(Entries taken from a collection)
***
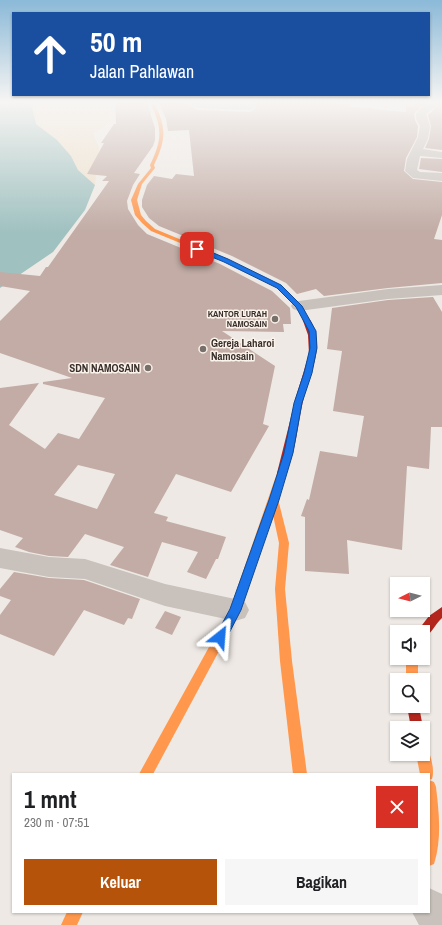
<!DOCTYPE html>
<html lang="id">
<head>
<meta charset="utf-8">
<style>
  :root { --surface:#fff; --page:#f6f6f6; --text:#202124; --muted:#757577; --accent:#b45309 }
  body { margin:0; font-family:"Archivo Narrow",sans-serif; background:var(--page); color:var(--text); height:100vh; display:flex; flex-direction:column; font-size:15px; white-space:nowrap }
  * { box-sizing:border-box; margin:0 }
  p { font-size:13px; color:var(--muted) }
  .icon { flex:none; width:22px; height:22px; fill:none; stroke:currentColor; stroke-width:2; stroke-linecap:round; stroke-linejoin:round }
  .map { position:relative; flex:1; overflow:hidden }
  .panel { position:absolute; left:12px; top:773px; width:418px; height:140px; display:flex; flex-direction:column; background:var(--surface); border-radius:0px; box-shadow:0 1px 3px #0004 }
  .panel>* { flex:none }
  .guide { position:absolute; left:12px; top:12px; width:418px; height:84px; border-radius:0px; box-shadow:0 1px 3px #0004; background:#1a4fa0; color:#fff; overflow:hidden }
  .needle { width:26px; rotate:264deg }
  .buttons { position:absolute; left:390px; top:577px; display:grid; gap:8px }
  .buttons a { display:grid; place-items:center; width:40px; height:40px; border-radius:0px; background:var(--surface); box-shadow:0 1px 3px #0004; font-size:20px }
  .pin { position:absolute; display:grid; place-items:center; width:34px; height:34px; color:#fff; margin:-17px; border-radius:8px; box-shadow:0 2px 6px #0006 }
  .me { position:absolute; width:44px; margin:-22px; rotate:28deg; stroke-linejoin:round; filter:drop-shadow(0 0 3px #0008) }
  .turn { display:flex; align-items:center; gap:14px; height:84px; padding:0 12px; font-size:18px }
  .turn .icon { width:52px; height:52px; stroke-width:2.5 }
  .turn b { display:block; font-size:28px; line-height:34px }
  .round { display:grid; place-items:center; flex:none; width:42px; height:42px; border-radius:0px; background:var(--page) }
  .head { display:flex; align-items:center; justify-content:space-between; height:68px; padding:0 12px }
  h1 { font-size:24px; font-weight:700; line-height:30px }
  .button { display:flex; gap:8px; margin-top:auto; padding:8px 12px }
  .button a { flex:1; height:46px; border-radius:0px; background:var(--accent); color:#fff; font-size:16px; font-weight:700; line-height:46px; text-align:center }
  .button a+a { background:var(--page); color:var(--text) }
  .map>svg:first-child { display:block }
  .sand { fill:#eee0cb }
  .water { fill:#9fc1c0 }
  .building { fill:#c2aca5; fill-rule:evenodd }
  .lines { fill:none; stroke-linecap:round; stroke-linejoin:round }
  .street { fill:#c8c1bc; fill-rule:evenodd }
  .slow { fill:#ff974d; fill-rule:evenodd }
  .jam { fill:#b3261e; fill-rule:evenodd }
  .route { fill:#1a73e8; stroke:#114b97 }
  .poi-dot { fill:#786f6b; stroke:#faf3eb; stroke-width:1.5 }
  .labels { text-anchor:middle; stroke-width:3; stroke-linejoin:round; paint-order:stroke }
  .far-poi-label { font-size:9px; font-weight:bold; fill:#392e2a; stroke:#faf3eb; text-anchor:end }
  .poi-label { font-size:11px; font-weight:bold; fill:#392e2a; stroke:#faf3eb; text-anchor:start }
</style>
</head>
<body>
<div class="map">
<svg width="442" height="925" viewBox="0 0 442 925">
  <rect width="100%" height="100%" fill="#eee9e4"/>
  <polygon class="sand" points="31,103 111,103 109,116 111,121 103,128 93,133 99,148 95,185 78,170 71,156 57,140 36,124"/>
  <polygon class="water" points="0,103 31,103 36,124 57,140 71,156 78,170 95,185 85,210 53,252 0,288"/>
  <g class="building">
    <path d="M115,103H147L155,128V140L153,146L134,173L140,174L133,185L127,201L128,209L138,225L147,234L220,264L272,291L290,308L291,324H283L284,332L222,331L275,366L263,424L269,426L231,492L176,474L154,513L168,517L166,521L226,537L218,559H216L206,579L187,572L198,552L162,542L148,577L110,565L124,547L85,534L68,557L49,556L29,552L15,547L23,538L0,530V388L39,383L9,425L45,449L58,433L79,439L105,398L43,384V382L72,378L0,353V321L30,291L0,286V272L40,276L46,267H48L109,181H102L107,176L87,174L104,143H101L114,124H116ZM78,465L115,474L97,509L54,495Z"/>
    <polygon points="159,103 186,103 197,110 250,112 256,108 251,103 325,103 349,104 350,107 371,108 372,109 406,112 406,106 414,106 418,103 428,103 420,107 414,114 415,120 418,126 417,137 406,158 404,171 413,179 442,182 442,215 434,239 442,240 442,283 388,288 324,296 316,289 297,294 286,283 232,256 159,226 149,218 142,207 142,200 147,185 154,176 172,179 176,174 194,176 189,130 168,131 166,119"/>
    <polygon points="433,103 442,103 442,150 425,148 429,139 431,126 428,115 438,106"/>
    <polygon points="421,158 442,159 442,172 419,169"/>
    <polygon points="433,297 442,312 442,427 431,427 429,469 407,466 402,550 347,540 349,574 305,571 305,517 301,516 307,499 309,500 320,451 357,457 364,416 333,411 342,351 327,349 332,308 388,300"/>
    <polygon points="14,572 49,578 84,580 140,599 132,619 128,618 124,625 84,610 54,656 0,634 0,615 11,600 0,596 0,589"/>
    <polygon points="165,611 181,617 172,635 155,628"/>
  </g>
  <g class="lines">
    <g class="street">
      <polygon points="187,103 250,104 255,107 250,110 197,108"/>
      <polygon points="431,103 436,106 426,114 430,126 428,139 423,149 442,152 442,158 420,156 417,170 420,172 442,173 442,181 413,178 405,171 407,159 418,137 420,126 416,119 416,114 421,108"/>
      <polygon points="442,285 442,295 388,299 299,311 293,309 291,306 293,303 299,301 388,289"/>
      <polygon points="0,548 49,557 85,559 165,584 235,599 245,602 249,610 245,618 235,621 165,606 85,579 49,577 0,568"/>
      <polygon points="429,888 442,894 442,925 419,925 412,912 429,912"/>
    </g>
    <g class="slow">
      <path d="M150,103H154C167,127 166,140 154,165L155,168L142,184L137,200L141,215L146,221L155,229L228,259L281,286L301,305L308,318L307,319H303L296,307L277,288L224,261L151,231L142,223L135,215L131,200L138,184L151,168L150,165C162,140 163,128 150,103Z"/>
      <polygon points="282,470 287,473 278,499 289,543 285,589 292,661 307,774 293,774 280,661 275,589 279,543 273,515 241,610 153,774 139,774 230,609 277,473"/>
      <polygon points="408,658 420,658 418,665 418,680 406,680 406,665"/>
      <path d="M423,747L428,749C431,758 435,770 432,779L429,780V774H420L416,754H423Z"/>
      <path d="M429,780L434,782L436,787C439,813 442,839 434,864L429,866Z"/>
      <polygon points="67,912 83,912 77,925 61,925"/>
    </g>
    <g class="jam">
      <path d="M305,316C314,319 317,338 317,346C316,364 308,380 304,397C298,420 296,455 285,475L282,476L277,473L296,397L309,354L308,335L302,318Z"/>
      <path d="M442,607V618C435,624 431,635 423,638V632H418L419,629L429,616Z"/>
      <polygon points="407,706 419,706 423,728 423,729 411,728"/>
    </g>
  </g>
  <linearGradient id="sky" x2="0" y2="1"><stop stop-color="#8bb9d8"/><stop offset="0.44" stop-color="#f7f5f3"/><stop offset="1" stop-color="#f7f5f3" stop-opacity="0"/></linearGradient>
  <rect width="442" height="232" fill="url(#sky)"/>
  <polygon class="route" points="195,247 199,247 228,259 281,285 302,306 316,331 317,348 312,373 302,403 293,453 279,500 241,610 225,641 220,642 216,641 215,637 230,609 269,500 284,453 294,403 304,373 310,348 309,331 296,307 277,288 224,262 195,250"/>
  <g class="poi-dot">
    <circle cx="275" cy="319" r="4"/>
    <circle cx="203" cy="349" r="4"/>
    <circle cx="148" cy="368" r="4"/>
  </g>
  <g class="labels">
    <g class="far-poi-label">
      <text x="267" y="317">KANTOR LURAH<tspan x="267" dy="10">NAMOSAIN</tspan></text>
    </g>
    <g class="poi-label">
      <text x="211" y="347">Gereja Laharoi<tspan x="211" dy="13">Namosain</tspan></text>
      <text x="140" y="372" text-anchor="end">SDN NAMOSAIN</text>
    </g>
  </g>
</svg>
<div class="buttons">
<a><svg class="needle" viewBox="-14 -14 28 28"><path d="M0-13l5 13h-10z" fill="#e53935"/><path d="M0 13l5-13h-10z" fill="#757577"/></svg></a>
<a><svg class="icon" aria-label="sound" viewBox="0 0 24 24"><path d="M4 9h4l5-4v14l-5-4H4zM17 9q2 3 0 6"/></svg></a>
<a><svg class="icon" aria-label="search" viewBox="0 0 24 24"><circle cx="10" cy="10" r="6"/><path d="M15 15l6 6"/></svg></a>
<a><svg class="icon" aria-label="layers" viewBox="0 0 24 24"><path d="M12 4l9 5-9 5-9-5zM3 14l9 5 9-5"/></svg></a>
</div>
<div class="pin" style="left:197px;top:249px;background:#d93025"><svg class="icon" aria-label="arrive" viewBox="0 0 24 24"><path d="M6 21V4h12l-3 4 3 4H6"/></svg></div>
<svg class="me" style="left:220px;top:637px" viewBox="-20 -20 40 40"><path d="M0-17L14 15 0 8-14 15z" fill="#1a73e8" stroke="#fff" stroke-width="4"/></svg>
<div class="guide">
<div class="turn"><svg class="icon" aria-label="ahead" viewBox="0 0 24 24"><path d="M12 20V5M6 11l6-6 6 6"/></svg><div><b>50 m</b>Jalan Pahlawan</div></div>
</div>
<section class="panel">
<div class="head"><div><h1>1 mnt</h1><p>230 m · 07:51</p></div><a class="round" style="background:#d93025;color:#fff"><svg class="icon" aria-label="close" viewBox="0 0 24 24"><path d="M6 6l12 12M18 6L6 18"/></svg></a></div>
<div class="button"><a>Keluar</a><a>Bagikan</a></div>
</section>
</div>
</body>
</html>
***
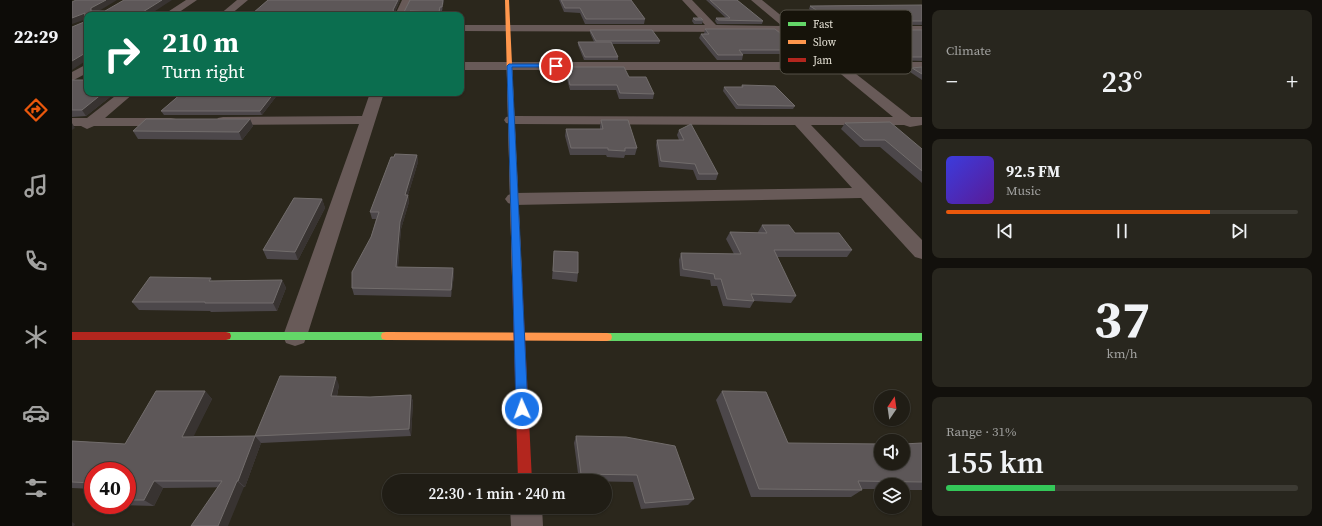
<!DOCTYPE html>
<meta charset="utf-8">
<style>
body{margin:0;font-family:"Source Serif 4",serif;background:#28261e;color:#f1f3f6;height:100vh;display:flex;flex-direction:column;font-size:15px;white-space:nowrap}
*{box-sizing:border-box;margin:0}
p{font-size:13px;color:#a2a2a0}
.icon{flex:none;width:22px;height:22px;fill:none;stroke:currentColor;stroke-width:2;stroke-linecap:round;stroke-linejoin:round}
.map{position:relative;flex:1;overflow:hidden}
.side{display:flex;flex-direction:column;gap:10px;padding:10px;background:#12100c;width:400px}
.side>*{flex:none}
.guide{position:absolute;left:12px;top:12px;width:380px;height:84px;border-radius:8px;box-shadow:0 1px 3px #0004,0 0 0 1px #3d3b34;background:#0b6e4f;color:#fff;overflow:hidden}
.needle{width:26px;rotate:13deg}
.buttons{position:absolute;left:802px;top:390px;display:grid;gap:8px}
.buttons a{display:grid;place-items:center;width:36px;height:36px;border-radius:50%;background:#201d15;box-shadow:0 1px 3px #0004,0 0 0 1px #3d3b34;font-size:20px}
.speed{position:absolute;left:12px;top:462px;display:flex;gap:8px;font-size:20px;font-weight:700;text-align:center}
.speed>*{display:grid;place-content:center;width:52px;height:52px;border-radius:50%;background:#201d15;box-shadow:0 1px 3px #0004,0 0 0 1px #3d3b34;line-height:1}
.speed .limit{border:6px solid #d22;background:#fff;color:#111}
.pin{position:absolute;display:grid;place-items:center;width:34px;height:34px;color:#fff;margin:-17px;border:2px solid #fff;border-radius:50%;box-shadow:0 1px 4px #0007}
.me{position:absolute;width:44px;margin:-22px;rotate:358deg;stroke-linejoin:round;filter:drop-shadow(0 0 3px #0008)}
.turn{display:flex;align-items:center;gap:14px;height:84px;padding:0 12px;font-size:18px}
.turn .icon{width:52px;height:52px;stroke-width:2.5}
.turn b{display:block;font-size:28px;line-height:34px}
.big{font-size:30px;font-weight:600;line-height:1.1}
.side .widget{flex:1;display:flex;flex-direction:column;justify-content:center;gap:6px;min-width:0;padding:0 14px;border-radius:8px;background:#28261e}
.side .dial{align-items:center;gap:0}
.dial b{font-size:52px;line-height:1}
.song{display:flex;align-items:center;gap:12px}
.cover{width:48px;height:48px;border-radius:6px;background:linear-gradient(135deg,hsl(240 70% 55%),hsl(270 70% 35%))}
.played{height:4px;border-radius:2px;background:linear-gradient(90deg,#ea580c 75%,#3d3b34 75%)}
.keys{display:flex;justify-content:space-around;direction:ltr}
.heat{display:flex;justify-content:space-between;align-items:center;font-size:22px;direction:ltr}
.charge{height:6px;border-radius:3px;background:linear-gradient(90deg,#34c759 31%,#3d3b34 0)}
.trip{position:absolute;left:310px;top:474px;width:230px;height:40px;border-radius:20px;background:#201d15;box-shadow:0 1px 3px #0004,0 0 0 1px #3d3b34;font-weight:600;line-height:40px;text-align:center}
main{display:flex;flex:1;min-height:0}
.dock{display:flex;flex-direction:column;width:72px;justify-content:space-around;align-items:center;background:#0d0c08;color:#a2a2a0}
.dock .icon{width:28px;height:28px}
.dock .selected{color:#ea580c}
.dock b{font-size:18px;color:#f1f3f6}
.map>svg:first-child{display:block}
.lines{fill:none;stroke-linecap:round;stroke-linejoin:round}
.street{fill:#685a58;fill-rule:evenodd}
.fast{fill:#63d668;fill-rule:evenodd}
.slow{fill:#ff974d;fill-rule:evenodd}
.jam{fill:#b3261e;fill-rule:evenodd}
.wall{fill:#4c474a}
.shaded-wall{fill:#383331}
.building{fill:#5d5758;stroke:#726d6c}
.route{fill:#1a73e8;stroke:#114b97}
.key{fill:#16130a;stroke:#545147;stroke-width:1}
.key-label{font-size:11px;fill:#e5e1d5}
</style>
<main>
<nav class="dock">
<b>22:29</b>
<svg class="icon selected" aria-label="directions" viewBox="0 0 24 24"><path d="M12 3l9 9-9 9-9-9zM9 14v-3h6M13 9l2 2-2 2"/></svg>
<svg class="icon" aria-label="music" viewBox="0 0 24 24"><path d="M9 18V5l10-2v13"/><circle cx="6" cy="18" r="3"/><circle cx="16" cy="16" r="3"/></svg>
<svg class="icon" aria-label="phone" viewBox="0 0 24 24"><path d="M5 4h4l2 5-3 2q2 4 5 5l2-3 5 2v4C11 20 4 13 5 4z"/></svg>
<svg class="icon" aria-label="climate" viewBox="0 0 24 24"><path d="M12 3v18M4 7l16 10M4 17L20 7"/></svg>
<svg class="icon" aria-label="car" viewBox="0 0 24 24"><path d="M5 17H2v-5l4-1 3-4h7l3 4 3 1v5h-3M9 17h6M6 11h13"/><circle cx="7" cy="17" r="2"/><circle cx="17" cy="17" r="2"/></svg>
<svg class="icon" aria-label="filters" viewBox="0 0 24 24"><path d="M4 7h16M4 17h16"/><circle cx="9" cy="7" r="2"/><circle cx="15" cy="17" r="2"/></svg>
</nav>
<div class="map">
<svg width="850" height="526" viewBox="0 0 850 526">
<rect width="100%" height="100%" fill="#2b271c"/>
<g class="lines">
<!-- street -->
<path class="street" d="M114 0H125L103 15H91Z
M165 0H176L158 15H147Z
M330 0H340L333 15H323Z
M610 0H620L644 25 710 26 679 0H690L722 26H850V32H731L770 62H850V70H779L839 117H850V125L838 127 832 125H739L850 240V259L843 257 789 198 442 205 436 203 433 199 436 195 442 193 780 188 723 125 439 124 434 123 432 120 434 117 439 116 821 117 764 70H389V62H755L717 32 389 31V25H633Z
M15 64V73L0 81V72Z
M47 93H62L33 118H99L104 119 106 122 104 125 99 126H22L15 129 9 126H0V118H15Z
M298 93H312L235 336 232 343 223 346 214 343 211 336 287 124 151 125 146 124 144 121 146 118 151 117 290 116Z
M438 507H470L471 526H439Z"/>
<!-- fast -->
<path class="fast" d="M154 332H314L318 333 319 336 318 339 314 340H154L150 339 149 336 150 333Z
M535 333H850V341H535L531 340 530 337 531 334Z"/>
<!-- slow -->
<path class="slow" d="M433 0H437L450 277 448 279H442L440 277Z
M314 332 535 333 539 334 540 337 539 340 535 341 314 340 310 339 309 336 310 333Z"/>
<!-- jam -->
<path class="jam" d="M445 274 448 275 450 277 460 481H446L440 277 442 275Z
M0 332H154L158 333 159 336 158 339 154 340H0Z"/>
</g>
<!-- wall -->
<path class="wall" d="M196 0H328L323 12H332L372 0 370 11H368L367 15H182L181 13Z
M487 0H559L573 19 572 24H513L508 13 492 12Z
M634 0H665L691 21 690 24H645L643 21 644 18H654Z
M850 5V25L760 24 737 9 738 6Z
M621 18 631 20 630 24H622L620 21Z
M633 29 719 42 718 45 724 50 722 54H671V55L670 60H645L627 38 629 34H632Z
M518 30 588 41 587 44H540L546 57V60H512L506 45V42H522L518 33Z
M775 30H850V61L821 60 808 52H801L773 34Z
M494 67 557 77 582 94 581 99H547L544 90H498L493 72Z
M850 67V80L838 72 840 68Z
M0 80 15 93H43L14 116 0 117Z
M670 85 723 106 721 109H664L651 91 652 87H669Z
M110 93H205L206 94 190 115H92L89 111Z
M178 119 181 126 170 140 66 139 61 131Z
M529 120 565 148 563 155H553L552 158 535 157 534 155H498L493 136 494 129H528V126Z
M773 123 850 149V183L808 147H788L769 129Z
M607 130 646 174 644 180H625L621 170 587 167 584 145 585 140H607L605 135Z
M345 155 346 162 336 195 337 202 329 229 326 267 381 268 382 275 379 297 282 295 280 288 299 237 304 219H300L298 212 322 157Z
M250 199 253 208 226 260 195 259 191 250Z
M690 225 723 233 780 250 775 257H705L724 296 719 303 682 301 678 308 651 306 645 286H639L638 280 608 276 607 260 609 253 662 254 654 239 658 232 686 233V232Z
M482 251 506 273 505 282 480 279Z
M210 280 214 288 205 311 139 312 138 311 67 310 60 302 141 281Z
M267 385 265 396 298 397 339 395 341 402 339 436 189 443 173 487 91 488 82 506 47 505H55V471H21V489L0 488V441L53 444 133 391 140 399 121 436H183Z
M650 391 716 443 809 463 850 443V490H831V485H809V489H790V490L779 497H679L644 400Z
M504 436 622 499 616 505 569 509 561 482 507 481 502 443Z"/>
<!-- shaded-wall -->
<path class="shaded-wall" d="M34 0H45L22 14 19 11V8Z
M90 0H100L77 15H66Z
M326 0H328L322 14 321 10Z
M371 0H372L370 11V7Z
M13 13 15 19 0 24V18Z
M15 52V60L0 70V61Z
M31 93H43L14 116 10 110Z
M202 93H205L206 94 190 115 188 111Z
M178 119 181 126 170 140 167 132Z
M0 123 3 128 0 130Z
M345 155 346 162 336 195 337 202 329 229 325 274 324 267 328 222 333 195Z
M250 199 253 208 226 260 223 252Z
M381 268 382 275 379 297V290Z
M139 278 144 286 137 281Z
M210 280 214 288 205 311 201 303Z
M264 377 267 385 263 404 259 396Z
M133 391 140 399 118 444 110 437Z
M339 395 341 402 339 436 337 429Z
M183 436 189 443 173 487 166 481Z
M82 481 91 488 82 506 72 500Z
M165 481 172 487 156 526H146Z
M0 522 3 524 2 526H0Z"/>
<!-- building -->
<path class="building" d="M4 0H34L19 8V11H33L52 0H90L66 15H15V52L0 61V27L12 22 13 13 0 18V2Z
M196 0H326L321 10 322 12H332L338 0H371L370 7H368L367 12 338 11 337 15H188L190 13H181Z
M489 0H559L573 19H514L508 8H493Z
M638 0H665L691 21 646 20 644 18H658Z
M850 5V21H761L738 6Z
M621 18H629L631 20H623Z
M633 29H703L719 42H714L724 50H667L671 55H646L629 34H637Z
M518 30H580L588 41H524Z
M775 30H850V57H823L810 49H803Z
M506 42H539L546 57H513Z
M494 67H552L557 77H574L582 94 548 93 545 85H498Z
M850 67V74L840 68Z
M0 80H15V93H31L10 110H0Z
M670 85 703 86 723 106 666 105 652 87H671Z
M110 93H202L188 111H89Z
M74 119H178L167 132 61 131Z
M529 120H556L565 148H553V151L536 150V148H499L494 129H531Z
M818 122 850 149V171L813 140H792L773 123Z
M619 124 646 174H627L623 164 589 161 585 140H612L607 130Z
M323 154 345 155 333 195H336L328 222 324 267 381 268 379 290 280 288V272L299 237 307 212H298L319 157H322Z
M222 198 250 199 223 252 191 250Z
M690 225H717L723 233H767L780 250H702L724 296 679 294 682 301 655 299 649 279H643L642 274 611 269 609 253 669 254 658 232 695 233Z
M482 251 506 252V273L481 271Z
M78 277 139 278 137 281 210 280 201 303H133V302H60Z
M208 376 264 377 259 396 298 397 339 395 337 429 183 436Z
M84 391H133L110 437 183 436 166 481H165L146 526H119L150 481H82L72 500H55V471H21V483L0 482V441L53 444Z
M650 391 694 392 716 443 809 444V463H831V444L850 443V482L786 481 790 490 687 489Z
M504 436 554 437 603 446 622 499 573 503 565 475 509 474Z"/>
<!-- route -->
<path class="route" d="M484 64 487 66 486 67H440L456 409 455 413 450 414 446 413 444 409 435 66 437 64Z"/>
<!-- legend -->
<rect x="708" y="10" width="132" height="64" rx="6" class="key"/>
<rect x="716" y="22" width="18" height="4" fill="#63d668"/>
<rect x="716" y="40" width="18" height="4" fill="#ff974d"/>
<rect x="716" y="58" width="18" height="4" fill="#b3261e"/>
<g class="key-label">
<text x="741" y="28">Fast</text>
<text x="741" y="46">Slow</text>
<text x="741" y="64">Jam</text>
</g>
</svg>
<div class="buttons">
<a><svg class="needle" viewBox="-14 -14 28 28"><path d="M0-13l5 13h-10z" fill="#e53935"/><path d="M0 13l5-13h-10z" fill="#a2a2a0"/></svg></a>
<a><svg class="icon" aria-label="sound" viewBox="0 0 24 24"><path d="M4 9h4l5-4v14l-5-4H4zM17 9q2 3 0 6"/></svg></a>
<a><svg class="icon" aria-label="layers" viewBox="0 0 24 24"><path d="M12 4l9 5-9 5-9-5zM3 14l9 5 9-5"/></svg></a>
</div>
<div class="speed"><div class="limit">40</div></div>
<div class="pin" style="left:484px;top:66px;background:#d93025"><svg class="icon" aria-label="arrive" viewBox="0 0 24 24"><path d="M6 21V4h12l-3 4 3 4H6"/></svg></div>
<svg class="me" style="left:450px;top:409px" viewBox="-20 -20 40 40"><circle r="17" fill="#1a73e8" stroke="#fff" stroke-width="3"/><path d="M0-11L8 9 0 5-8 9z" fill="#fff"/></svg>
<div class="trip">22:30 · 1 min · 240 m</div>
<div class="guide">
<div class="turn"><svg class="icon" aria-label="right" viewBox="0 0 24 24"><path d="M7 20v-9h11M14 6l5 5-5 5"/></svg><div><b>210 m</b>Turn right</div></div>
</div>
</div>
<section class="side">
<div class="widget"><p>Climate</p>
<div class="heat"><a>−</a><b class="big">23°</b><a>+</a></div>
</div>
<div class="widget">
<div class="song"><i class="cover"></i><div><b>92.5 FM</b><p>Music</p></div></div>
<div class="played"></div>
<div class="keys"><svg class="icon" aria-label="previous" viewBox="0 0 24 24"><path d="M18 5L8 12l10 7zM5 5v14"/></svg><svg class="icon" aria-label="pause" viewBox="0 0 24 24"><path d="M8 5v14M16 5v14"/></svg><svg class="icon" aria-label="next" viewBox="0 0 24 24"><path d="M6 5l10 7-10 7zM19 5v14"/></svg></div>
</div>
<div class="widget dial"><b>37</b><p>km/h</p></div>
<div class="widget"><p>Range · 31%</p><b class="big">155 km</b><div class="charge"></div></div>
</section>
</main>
***
**PROBLEM TO SOLVE:** Report how many lines in the data contain the word "song", with no words besides the number.

**OUTPUT FOR THIS EXERCISE:** 2